There are few motor vehicles or trains in Ruritania, but many elegant horse-drawn carriages. Nor is Ruritania influenced by modern fashions: all our peasants wear elegant well-cut clothes, brightly-coloured, with cloaks, boots and hats. The local aristocracy are particularly well-dressed: the wife of the local prince is strikingly beautiful and is said to be violently jealous of any woman who is deemed more lovely.

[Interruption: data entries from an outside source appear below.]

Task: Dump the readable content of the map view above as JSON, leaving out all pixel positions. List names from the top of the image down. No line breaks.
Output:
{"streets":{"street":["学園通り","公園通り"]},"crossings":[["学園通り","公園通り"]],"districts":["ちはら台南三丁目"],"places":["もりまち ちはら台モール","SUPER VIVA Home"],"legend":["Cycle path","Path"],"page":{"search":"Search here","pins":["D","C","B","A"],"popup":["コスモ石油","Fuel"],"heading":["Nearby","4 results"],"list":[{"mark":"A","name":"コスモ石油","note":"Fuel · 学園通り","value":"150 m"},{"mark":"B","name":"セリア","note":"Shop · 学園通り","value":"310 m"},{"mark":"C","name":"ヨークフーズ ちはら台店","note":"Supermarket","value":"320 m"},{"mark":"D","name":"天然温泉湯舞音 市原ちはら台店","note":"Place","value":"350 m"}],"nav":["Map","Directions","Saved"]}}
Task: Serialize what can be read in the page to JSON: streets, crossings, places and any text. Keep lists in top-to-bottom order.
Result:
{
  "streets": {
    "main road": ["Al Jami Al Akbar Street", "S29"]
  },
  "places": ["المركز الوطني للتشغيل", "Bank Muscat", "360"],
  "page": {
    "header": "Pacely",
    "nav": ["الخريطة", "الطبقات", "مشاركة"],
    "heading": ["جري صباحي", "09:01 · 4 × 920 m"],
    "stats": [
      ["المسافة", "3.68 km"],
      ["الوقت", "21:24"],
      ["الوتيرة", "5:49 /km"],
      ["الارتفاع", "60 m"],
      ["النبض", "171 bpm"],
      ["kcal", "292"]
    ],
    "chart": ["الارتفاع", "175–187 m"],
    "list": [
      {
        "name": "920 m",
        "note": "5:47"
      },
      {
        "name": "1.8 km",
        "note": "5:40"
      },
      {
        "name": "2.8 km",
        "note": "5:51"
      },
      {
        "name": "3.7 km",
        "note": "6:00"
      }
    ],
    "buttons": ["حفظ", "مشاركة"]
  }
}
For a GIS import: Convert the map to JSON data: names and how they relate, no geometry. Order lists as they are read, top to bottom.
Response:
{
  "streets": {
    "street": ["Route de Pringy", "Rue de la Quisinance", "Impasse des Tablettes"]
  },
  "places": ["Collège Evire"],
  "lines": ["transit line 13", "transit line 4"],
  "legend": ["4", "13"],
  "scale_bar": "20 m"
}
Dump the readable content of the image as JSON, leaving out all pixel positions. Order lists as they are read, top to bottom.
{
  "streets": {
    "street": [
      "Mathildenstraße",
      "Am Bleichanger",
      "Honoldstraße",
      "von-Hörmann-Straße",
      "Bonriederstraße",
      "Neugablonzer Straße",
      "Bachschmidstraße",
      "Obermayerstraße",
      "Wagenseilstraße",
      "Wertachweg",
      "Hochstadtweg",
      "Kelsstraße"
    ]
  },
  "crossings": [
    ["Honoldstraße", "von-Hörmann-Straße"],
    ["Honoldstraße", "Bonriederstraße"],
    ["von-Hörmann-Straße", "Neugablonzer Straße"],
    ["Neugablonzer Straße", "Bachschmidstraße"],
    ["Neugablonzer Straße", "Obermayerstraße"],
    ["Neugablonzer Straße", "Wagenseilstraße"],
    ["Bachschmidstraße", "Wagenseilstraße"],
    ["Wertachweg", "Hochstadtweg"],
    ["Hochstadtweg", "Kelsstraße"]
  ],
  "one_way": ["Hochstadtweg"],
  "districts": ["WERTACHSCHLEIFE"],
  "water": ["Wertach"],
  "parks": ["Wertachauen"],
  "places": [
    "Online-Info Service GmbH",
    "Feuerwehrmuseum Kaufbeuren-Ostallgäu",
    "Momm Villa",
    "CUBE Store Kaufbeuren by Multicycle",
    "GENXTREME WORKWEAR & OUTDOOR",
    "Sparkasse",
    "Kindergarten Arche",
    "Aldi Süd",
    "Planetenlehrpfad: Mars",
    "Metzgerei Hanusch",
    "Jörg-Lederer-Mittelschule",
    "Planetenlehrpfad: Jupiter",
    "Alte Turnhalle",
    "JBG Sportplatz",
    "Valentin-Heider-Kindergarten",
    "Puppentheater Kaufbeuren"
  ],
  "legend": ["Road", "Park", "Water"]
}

Life in Ruritania is not all feasting and dancing, however. Few venture out into the forests at night. It is rumoured that young men who have been unfaithful and thereby caused the death of their lovers are haunted by their ghosts and forced to dance until they expire from exhaustion. Some say that at night the swans in the lake near our village turn into beautiful young women. Children who walk alone through the forests seem particularly at risk, and there are disturbing tales of them being chased by wolves or lured by evil old women promising gingerbread - a local delicacy.

When in Ruritania, my wife and I usually visit one or more of the local castles. One near our holiday home was abandoned about 20 years ago and is now completely overgrown with giant brambles. A more interesting castle just up the valley is the home of ancient line of counts, though these are rarely seen around the place during daytime. We have also visited the capital city Strelsau, which is of course the home of Ruritania’s royal family. Some people say the king looks a bit like me, but it would be a work of utter fiction if the two of us were ever confused.

Sunday 9 June 2013

Not staying focussed

Every person who is successful in whatever walk of life now claims that the secret of their success is their capacity to ‘stay focussed’. ‘Staying focussed’ has become a sort of magical mental state, recommended by advisors to the great majority of us who only lead lives of middling achievement. Like all clichés, ‘staying focussed’ is popular because it conveys certainty without any precise meaning. At its most mundane, it could mean that a person should concentrate on the task in hand or on some immediate ambition. In a broader sense it could it could mean that a person is advised to pursue self-advancement irrespective of effects on their health, their personal morality, their responsibility for others, the happiness of their family life, or the mental health of their children.

Of course, it is essential that for any great task to be completed a person or team of people must concentrate on understanding the problems they must overcome and work together to achieve success. But there are two problems with advising people to ‘stay focussed’. The first is that their greatest ambition in life can or should not be achieved. It is amusing to watch programmes like The X-Factor and see contestants who utterly lack both talent and insight. Their rejection by the panel evokes bewilderment, anger and a renewed determination to succeed at becoming stars - even though ‘success’ will probably in their case mean little more than a wasted lifetime of singing out-of-tune to diminishing audiences. All of us, but especially the most focussed, need to learn what we are not good at. That is not to say that we should avoid activities in which we do not excel. We may of course gain great pleasure from singing, dancing, stamp-collecting or whatever: we should persist in such activities even if we recognise that we will never be world-class. If something is worth doing, it is worth doing even if we do it badly.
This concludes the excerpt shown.